Kershaw's $215 million arm the best paid in baseball

LA Dodgers pitcher Clayton Kershaw was almost portrayed as someone with superhuman qualities during his trip Down Under for the historic Major League Opening Series at the SCG, agaist Arizona.

Much of the questions he received were about his salary, with the $215 million Kershaw boasting the highest-paid arm in the game.

And, almost rightfully so.

That is because many Austraians just can't get their heads around how a sportsman could attract so much money - more than 150 NRL players across six different clubs combined, in fact.

But Kershaw did prove he was, to the surprise of many, human in the game he pitched on the weekend - his team's 3-1 win over the Diamondbacks on Saturday night.

The 26-year-old found himself in a jam, with runners on first and second during his first innings on the mound.

But then a Mark Trumbo groundout spared him blushes in front of the 38,000-strong crowd expecting nothing but success from him.

Kershaw then went on to dominate the D-backs batters, pitching 6.2 innings and giving up just five hits for one run, his team triumphing 3-1.

When asked whether he enjoyed the challenge of getting himself out of trouble in game one, Kershaw said he was happy just to dust off the Spring Training cobwebs.

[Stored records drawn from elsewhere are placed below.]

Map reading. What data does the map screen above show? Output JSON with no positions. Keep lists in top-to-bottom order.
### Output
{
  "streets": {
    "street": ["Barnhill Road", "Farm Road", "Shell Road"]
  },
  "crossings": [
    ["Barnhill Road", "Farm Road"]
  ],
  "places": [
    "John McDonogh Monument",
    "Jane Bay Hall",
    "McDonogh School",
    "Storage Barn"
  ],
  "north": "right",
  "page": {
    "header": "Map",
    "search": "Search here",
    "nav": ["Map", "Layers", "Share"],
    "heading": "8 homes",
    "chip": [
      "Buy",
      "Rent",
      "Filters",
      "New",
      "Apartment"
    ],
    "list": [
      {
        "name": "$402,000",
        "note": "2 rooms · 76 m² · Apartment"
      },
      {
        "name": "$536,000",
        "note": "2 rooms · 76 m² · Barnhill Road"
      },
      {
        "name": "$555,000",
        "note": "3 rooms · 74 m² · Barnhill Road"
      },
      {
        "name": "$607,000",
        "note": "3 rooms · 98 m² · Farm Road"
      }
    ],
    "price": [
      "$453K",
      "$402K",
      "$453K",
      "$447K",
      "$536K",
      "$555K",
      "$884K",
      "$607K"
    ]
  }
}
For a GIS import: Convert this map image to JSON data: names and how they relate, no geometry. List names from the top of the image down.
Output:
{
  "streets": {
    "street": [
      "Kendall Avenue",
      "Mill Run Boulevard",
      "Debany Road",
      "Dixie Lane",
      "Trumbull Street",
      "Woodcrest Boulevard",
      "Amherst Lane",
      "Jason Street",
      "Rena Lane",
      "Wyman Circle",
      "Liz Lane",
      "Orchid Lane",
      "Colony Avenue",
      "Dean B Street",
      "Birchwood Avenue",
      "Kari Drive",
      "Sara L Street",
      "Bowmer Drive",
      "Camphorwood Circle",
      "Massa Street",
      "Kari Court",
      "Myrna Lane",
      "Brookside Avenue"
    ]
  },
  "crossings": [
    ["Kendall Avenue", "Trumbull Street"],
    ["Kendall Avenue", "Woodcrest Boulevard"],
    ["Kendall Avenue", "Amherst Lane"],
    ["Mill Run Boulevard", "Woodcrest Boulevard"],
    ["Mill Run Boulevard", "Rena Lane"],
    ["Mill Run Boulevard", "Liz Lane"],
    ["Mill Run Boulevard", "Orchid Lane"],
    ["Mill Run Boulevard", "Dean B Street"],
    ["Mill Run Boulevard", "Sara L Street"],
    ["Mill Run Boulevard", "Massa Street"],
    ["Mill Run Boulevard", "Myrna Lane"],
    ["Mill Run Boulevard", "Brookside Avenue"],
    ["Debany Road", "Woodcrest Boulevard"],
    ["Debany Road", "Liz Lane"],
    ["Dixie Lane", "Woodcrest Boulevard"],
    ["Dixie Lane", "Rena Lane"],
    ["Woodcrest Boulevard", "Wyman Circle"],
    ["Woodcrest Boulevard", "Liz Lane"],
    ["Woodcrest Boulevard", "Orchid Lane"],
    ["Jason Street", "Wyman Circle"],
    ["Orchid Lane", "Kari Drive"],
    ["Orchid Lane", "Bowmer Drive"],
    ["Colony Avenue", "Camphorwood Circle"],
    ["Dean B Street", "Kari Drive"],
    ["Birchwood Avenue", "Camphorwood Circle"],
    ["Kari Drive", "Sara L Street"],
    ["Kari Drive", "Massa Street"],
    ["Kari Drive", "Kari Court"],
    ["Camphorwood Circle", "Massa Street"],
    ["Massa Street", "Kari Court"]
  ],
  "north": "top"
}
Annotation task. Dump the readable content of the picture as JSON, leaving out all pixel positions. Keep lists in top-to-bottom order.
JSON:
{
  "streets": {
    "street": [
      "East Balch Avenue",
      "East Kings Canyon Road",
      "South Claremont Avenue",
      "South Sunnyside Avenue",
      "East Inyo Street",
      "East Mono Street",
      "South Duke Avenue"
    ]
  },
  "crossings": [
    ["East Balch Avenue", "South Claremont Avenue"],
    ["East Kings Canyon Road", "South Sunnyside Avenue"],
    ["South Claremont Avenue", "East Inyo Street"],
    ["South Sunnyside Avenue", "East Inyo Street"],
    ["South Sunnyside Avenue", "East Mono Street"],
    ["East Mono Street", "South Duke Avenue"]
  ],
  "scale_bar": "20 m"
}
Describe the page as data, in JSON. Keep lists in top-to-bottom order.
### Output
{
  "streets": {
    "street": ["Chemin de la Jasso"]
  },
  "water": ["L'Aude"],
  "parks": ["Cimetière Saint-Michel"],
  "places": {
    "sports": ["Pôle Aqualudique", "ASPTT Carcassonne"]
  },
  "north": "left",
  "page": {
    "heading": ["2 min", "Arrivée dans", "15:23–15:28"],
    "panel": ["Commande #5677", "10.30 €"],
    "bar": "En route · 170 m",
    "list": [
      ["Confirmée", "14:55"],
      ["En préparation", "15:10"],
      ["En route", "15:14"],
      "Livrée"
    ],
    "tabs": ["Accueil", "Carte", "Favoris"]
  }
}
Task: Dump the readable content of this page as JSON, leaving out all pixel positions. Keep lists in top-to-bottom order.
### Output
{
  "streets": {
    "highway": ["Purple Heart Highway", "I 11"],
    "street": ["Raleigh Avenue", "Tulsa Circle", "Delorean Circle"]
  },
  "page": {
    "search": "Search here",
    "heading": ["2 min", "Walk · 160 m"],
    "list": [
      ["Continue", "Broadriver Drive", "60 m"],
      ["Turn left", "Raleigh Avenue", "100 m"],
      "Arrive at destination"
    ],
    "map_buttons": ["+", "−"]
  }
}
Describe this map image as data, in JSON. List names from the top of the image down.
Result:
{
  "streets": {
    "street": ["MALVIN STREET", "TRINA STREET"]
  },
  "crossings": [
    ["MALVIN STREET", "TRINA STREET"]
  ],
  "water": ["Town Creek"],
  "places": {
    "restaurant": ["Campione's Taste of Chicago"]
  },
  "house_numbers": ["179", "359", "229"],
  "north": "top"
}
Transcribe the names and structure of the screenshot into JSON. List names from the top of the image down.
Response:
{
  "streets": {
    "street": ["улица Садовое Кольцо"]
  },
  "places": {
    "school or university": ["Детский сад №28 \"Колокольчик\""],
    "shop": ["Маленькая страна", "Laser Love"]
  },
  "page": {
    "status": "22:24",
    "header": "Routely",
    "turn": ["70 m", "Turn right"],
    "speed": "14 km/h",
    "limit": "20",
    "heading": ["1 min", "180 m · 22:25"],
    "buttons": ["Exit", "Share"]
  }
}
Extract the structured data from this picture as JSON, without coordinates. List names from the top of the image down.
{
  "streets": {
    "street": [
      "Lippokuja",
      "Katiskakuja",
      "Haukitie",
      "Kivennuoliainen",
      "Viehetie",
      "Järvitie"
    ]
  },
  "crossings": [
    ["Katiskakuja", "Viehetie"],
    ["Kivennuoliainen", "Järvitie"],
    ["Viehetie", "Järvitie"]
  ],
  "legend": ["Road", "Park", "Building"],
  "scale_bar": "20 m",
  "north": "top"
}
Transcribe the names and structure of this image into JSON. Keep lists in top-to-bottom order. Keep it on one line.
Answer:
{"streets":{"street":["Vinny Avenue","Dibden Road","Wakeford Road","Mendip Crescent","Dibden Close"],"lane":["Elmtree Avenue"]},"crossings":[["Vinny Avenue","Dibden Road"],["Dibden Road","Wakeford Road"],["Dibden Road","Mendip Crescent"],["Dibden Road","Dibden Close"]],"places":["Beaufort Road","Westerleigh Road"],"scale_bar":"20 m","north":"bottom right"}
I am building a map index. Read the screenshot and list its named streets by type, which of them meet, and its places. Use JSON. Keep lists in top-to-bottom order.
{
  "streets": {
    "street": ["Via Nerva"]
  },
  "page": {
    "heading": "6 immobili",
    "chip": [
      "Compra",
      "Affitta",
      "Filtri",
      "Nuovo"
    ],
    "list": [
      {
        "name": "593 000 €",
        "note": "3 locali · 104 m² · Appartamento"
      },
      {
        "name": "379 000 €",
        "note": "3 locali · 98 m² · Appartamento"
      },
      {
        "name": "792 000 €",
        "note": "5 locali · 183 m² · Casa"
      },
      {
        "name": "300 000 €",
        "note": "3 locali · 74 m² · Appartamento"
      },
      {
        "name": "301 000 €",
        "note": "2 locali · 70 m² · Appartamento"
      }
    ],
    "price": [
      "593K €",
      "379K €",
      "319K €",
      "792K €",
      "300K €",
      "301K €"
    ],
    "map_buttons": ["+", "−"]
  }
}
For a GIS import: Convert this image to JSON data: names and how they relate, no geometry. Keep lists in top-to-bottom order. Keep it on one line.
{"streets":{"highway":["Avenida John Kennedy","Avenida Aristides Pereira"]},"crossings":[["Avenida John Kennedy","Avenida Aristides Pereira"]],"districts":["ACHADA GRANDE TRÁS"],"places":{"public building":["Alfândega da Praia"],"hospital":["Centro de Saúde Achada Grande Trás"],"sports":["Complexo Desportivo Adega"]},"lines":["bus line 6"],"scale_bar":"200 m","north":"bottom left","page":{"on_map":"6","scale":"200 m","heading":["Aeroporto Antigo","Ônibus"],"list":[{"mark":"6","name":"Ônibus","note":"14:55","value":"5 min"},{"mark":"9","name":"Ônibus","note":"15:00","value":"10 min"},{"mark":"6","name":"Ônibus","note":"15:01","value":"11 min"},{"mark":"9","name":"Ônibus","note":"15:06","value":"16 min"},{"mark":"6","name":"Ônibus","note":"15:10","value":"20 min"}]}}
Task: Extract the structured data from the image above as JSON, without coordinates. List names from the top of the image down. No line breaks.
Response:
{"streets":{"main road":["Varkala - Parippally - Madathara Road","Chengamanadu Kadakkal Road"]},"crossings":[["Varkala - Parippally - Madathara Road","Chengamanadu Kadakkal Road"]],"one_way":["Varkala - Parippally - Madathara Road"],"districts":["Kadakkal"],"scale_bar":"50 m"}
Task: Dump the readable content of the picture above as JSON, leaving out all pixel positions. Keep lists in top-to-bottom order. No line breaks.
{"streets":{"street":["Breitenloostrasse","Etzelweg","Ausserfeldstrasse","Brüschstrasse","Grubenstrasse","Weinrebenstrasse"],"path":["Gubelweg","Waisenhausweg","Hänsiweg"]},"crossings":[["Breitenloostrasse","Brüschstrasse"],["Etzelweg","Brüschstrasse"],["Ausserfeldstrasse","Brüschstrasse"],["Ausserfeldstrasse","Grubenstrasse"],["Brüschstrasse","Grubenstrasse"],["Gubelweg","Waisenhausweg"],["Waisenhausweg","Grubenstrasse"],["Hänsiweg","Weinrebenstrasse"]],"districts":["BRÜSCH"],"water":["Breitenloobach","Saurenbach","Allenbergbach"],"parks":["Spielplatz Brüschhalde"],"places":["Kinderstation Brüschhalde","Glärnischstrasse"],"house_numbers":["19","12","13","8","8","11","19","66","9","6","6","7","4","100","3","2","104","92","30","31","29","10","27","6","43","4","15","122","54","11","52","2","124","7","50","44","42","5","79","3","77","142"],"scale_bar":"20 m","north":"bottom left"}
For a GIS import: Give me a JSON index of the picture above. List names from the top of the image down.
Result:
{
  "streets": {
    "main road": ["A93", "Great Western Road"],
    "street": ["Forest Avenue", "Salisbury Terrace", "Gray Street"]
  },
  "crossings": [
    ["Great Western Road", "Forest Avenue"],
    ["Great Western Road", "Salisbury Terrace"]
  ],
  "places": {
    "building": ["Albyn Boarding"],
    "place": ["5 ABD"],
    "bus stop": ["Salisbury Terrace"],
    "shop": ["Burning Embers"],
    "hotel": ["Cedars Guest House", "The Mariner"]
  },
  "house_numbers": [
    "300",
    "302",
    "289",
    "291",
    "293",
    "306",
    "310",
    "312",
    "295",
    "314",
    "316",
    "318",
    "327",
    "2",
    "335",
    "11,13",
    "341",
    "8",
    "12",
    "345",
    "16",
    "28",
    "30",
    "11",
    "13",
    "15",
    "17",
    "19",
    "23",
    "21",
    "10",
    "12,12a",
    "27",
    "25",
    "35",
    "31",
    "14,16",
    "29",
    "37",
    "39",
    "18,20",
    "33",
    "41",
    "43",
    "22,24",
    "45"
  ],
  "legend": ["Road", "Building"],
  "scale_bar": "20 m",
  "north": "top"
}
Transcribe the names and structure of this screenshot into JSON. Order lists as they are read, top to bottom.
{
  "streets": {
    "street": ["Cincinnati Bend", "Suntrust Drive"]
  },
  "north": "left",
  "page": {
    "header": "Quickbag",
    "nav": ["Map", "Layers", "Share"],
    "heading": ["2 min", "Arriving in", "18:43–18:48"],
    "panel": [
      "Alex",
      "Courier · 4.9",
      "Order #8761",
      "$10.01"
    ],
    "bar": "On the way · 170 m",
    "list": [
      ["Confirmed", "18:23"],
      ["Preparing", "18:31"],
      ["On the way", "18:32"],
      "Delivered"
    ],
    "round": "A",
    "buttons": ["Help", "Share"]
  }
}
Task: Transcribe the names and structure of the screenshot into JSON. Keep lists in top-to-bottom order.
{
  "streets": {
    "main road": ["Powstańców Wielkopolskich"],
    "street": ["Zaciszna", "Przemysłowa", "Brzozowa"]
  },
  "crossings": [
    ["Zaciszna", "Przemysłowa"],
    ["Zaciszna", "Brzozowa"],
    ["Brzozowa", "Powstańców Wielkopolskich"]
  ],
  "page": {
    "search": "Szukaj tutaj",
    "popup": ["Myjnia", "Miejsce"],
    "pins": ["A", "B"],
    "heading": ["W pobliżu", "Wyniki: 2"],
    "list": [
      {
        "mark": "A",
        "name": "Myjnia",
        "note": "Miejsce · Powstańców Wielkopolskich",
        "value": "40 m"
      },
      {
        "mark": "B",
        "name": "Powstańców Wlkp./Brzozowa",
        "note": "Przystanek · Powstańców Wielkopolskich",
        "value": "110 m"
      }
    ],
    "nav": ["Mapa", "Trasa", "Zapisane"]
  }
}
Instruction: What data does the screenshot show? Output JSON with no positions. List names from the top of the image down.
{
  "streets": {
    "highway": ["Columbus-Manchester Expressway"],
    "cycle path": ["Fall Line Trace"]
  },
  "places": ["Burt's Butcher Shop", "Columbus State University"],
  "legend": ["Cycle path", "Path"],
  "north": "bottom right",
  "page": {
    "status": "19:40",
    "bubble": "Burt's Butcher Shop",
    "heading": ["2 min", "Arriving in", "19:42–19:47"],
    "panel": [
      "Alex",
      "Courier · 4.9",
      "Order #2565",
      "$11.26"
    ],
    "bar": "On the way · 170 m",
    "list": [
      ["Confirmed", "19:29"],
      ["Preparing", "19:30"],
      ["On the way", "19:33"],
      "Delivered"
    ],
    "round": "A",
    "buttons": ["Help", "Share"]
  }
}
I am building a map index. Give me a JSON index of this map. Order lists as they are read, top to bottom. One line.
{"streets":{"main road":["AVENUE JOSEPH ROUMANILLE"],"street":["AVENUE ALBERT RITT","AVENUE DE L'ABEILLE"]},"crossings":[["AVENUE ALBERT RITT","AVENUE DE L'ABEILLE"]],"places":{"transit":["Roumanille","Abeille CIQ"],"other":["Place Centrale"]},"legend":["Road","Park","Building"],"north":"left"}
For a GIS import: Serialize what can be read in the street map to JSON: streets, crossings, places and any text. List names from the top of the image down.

"We don't enjoy it, but it felt good to get out of that inning and get the nerves behind me," he said.

"That first inning of the first game of the first season on Opening Day - it feels good to get that one under your belt without giving up a run."

Then when it came to taking Kershaw out of the game, he showed just how much of a fighter he is, and why he earns the big bucks.

"Clayton was really good for us tonight as always. He's a tough guy to take out of the game. He always wants to stay in," Dodgers coach Don Mattingly said.

Consistent Diamondbacks first baseman Paul Goldschmidt was one of the few batters to do well against Kershaw over the weekend.

Goldschmidt came up with four hits across both games, despite the coastal winds wreaking havoc and leading to just two homers scored in the series.

"He (Goldschmidt) hit it pretty good. The wind was blowing in though and Kershaw did a good job at keeping us in the middle of the diamond," Diamondbacks coach Kirk Gibson said.

"He threw a good ball game against us.

"But true to his form, Goldy made some good adjustments and belted some balls."